▸ **DATA SUPPLIED**:
----
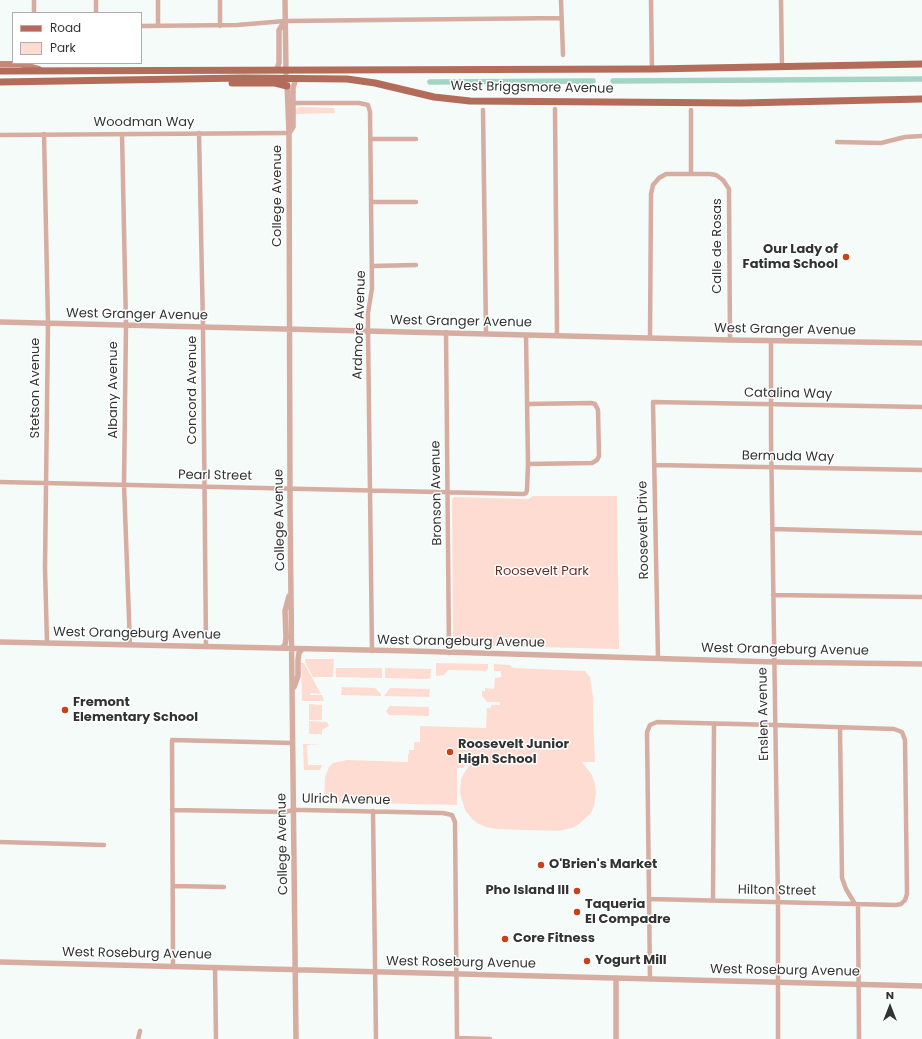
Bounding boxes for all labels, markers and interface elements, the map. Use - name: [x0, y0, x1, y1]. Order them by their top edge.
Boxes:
- legend: [12, 12, 142, 64]
- text: Road: [50, 19, 81, 36]
- text: Park: [50, 39, 76, 56]
- street label: West Briggsmore Avenue: [450, 79, 614, 97]
- street label: Woodman Way: [94, 115, 194, 131]
- street label: College Avenue: [270, 145, 286, 247]
- street label: Calle de Rosas: [710, 198, 726, 294]
- place label: Our Lady of Fatima School: [743, 242, 838, 273]
- marker: Our Lady of Fatima School: [841, 252, 851, 262]
- street label: Ardmore Avenue: [350, 270, 370, 380]
- street label: West Granger Avenue: [66, 306, 208, 324]
- street label: West Granger Avenue: [390, 313, 532, 331]
- street label: West Granger Avenue: [714, 321, 856, 339]
- street label: Concord Avenue: [185, 336, 201, 444]
- street label: Stetson Avenue: [28, 338, 44, 438]
- street label: Albany Avenue: [106, 341, 122, 439]
- street label: Catalina Way: [744, 385, 832, 403]
- street label: Bronson Avenue: [428, 440, 446, 546]
- street label: Bermuda Way: [742, 448, 834, 466]
- street label: Pearl Street: [178, 468, 252, 484]
- street label: College Avenue: [271, 469, 289, 571]
- street label: Roosevelt Drive: [635, 481, 653, 579]
- park label: Roosevelt Park: [495, 564, 589, 580]
- street label: West Orangeburg Avenue: [53, 625, 221, 643]
- street label: West Orangeburg Avenue: [377, 633, 545, 651]
- street label: West Orangeburg Avenue: [701, 641, 869, 659]
- street label: Enslen Avenue: [755, 667, 773, 761]
- place label: Fremont Elementary School: [73, 695, 198, 726]
- marker: Fremont Elementary School: [60, 705, 70, 715]
- place label: Roosevelt Junior High School: [458, 737, 569, 768]
- marker: Roosevelt Junior High School: [445, 747, 455, 757]
- street label: Ulrich Avenue: [302, 791, 390, 809]
- street label: College Avenue: [274, 793, 292, 895]
- place label: O'Brien's Market: [549, 857, 657, 873]
- marker: O'Brien's Market: [536, 860, 546, 870]
- place label: Pho Island III: [485, 883, 569, 899]
- street label: Hilton Street: [738, 883, 816, 899]
- marker: Pho Island III: [572, 886, 582, 896]
- place label: Taqueria El Compadre: [585, 897, 671, 928]
- marker: Taqueria El Compadre: [572, 907, 582, 917]
- place label: Core Fitness: [513, 931, 595, 947]
- marker: Core Fitness: [500, 934, 510, 944]
- street label: West Roseburg Avenue: [62, 945, 212, 963]
- place label: Yogurt Mill: [595, 953, 667, 969]
- street label: West Roseburg Avenue: [386, 954, 536, 972]
- marker: Yogurt Mill: [582, 956, 592, 966]
- street label: West Roseburg Avenue: [710, 962, 860, 980]
- north arrow: [870, 987, 910, 1027]
- text: N: [886, 987, 894, 1003]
----
▸ **PROBLEM TO WORK ON**: Please retype the whole listing above word for word and drop the pictures.

▸ **THE COMPLETED TASK**:
Bounding boxes for all labels, markers and interface elements, the map. Use - name: [x0, y0, x1, y1]. Order them by their top edge.
Boxes:
- legend: [12, 12, 142, 64]
- text: Road: [50, 19, 81, 36]
- text: Park: [50, 39, 76, 56]
- street label: West Briggsmore Avenue: [450, 79, 614, 97]
- street label: Woodman Way: [94, 115, 194, 131]
- street label: College Avenue: [270, 145, 286, 247]
- street label: Calle de Rosas: [710, 198, 726, 294]
- place label: Our Lady of Fatima School: [743, 242, 838, 273]
- marker: Our Lady of Fatima School: [841, 252, 851, 262]
- street label: Ardmore Avenue: [350, 270, 370, 380]
- street label: West Granger Avenue: [66, 306, 208, 324]
- street label: West Granger Avenue: [390, 313, 532, 331]
- street label: West Granger Avenue: [714, 321, 856, 339]
- street label: Concord Avenue: [185, 336, 201, 444]
- street label: Stetson Avenue: [28, 338, 44, 438]
- street label: Albany Avenue: [106, 341, 122, 439]
- street label: Catalina Way: [744, 385, 832, 403]
- street label: Bronson Avenue: [428, 440, 446, 546]
- street label: Bermuda Way: [742, 448, 834, 466]
- street label: Pearl Street: [178, 468, 252, 484]
- street label: College Avenue: [271, 469, 289, 571]
- street label: Roosevelt Drive: [635, 481, 653, 579]
- park label: Roosevelt Park: [495, 564, 589, 580]
- street label: West Orangeburg Avenue: [53, 625, 221, 643]
- street label: West Orangeburg Avenue: [377, 633, 545, 651]
- street label: West Orangeburg Avenue: [701, 641, 869, 659]
- street label: Enslen Avenue: [755, 667, 773, 761]
- place label: Fremont Elementary School: [73, 695, 198, 726]
- marker: Fremont Elementary School: [60, 705, 70, 715]
- place label: Roosevelt Junior High School: [458, 737, 569, 768]
- marker: Roosevelt Junior High School: [445, 747, 455, 757]
- street label: Ulrich Avenue: [302, 791, 390, 809]
- street label: College Avenue: [274, 793, 292, 895]
- place label: O'Brien's Market: [549, 857, 657, 873]
- marker: O'Brien's Market: [536, 860, 546, 870]
- place label: Pho Island III: [485, 883, 569, 899]
- street label: Hilton Street: [738, 883, 816, 899]
- marker: Pho Island III: [572, 886, 582, 896]
- place label: Taqueria El Compadre: [585, 897, 671, 928]
- marker: Taqueria El Compadre: [572, 907, 582, 917]
- place label: Core Fitness: [513, 931, 595, 947]
- marker: Core Fitness: [500, 934, 510, 944]
- street label: West Roseburg Avenue: [62, 945, 212, 963]
- place label: Yogurt Mill: [595, 953, 667, 969]
- street label: West Roseburg Avenue: [386, 954, 536, 972]
- marker: Yogurt Mill: [582, 956, 592, 966]
- street label: West Roseburg Avenue: [710, 962, 860, 980]
- north arrow: [870, 987, 910, 1027]
- text: N: [886, 987, 894, 1003]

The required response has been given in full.